Work instructions
Below is a listing. Set down exactly the lines from the one containing "Dump the readable" through the one containing "Serialize what can", both ends included, and leave out the rest.
(Data to use Opens)
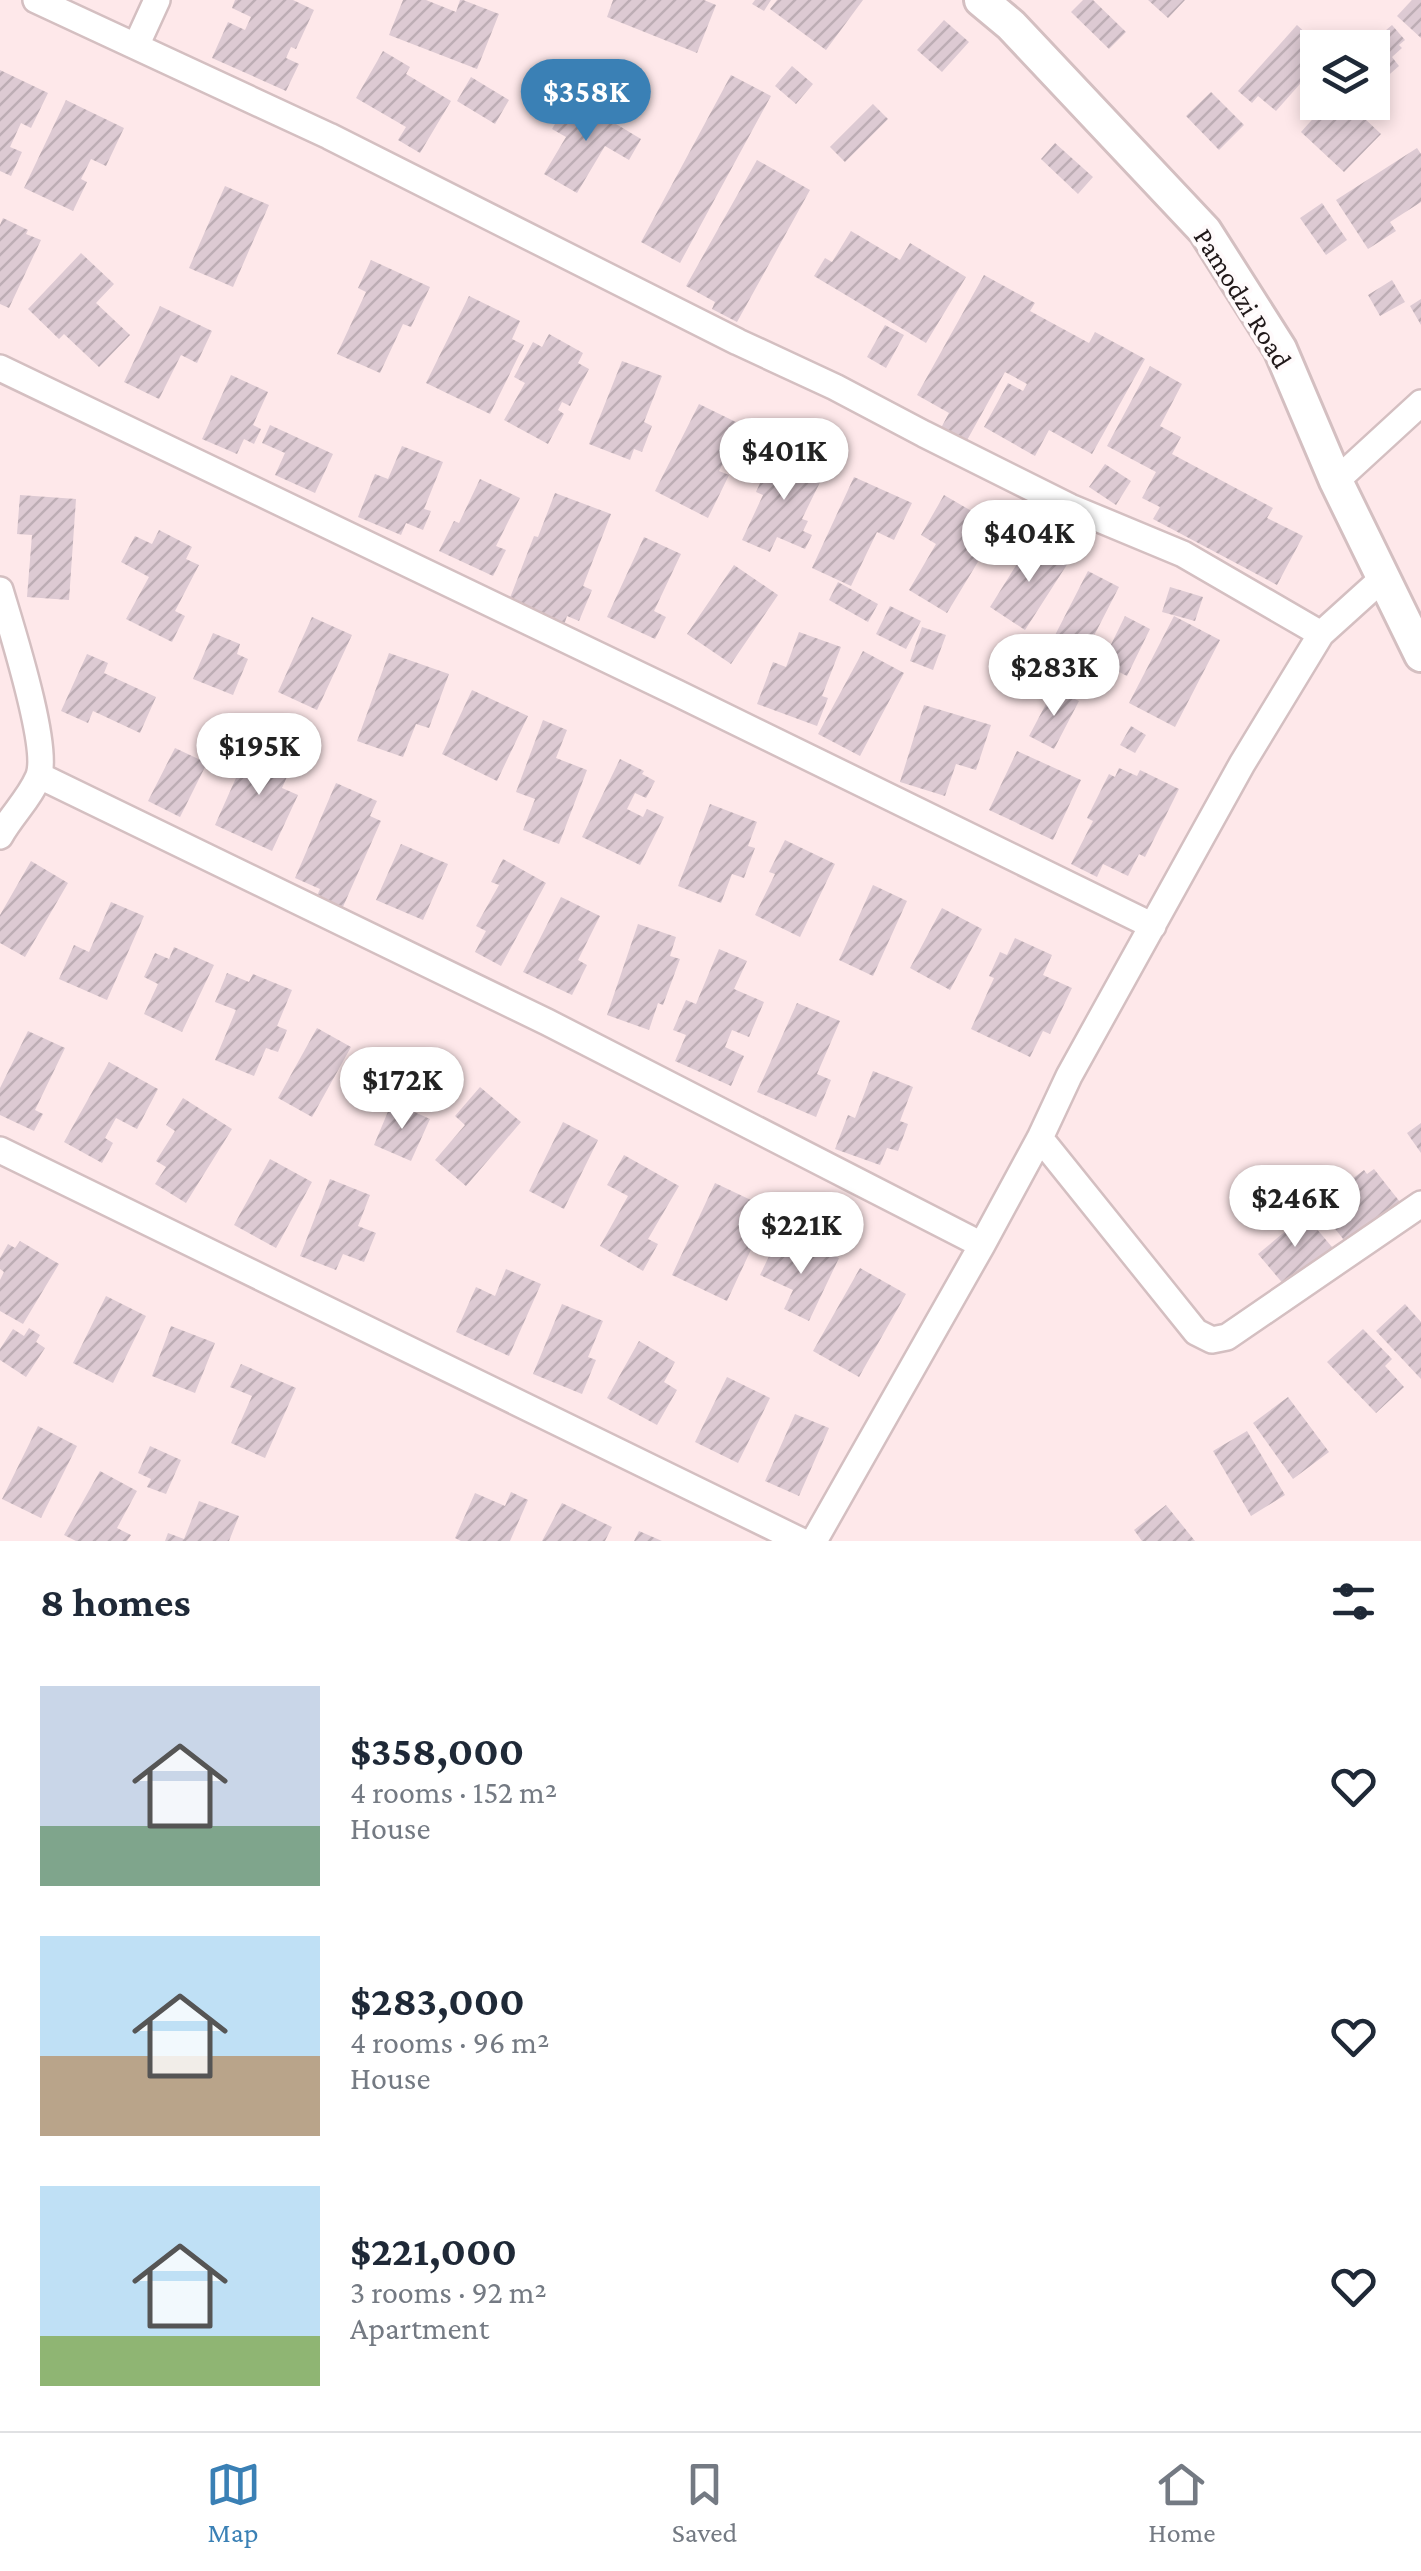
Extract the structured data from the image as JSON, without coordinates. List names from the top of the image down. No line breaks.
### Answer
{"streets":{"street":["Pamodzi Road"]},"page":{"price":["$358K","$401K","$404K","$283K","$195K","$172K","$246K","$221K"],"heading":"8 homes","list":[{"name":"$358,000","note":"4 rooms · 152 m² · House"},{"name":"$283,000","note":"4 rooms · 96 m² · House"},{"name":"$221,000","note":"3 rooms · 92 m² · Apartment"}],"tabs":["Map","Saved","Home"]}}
(Data to use Closes)
(Data to use Opens)
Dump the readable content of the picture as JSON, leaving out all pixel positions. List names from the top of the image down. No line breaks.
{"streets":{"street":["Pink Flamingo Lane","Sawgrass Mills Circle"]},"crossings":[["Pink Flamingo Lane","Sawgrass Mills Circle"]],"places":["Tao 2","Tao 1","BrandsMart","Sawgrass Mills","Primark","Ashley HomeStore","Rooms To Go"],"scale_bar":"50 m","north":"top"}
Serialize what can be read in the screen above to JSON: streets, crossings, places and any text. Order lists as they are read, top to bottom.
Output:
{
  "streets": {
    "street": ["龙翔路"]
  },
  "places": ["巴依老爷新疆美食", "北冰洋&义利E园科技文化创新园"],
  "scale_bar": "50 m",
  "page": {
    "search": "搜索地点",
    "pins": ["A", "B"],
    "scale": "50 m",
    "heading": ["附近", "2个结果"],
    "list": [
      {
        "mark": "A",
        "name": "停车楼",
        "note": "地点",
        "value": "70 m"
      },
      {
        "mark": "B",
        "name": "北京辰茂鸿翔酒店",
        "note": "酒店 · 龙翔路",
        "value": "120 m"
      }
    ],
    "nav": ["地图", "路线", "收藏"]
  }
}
(Data to use Closes)
(Data to use Opens)
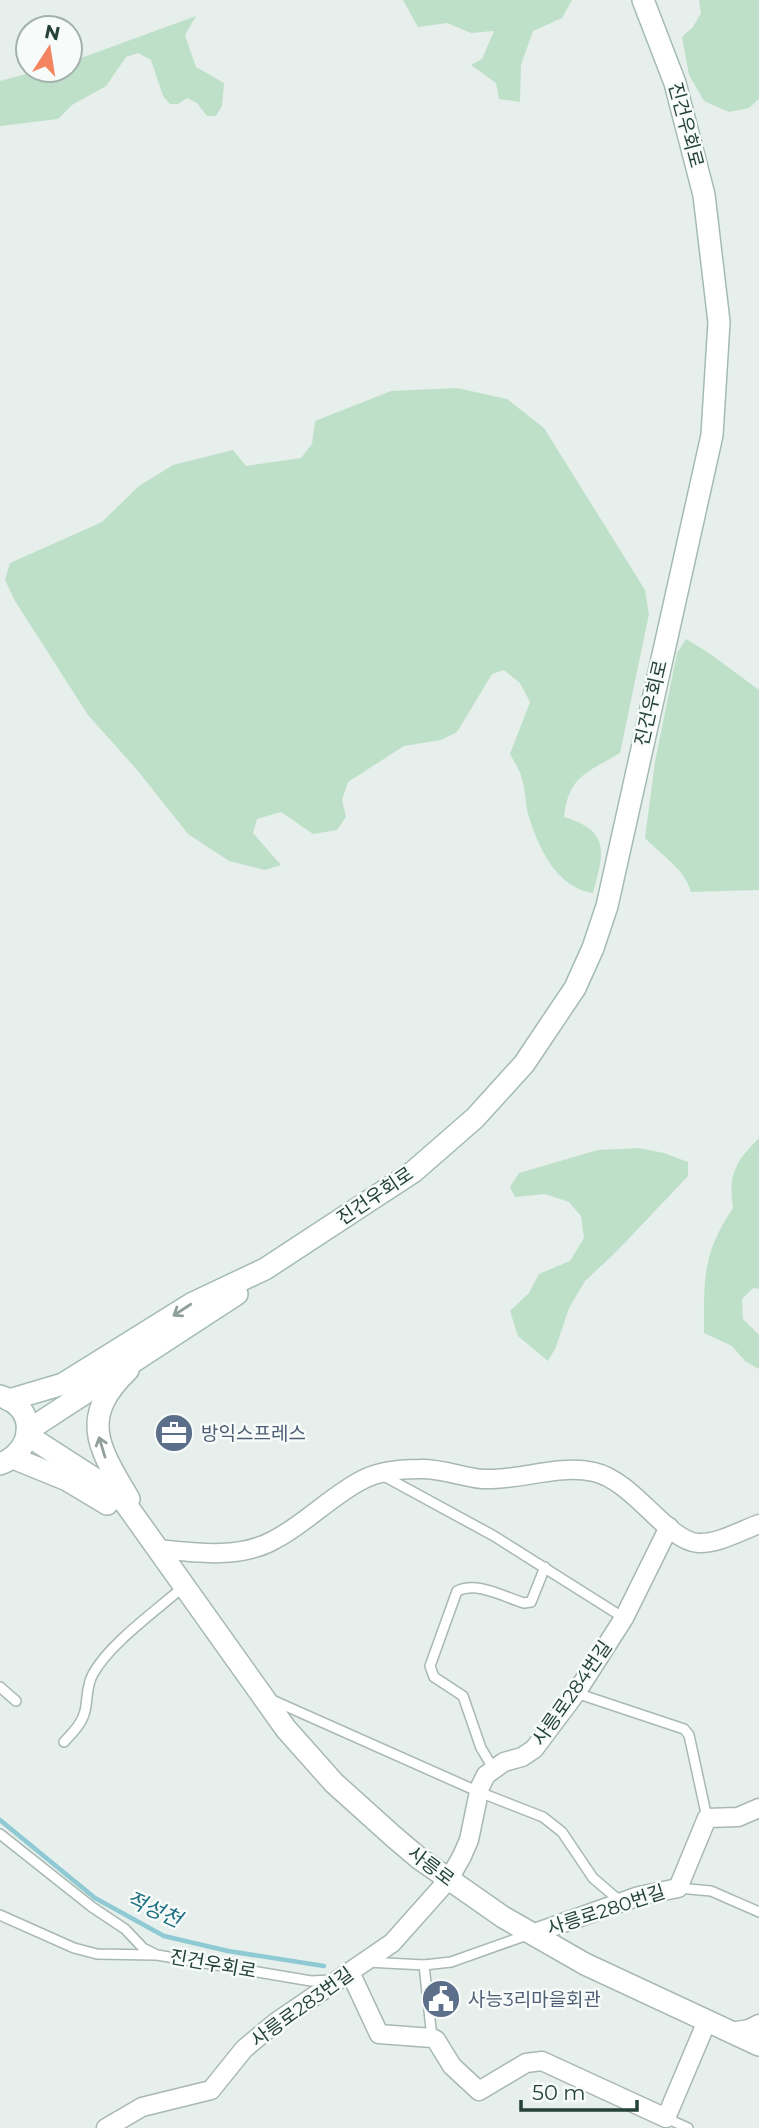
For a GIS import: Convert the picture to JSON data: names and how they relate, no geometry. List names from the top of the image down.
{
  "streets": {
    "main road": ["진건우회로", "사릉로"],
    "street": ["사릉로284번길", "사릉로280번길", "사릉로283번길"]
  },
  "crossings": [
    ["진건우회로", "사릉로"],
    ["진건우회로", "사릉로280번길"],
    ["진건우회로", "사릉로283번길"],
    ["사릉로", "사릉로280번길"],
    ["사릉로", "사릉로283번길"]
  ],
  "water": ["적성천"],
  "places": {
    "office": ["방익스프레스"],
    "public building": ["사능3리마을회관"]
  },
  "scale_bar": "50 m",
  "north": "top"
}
(Data to use Closes)
Solved problem
Dump the readable content of the picture as JSON, leaving out all pixel positions. List names from the top of the image down. No line breaks.
{"streets":{"street":["Pink Flamingo Lane","Sawgrass Mills Circle"]},"crossings":[["Pink Flamingo Lane","Sawgrass Mills Circle"]],"places":["Tao 2","Tao 1","BrandsMart","Sawgrass Mills","Primark","Ashley HomeStore","Rooms To Go"],"scale_bar":"50 m","north":"top"}
Serialize what can be read in the screen above to JSON: streets, crossings, places and any text. Order lists as they are read, top to bottom.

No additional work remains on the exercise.